Listed entries:

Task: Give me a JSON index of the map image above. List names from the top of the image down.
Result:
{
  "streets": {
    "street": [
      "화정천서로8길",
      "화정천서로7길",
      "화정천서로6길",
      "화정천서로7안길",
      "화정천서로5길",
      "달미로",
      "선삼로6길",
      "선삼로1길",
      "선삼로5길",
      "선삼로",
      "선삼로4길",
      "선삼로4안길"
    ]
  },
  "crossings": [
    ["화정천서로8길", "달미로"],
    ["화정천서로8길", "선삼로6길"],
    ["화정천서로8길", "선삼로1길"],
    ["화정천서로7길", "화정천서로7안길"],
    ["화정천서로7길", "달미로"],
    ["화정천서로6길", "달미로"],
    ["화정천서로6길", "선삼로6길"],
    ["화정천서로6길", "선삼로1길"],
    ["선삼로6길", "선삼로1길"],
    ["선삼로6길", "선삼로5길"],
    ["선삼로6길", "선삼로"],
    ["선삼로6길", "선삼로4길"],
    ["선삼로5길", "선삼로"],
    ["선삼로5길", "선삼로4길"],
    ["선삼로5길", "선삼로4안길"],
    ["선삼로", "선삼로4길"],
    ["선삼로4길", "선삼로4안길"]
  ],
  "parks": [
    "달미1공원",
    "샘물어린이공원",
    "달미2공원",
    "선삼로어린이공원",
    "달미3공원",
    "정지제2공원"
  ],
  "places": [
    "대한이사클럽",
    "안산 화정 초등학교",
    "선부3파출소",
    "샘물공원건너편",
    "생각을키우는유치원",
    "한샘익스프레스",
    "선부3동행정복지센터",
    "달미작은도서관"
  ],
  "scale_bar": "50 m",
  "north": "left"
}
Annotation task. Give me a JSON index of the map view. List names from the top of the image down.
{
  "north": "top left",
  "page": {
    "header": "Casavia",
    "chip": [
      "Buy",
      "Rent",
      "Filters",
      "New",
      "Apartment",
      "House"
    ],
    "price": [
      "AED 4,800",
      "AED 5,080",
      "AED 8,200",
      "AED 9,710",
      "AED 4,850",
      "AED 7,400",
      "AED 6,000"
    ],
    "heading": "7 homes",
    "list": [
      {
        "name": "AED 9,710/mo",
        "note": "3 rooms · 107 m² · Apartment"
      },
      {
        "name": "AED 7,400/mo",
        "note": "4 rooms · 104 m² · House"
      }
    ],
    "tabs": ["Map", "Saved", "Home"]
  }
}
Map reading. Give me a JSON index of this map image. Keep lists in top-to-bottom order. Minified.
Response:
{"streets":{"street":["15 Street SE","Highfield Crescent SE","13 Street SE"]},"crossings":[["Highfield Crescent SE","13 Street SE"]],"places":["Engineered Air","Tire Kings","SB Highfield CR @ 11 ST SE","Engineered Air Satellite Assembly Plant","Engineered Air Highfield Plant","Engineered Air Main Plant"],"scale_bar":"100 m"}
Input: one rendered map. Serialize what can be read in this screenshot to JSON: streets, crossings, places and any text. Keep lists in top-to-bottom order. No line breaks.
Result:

Directions:
What lines above contain the string "bottom"? Copy all of them.

Answer box:
Map reading. Give me a JSON index of this map image. Keep lists in top-to-bottom order. Minified.
Input: one rendered map. Serialize what can be read in this screenshot to JSON: streets, crossings, places and any text. Keep lists in top-to-bottom order. No line breaks.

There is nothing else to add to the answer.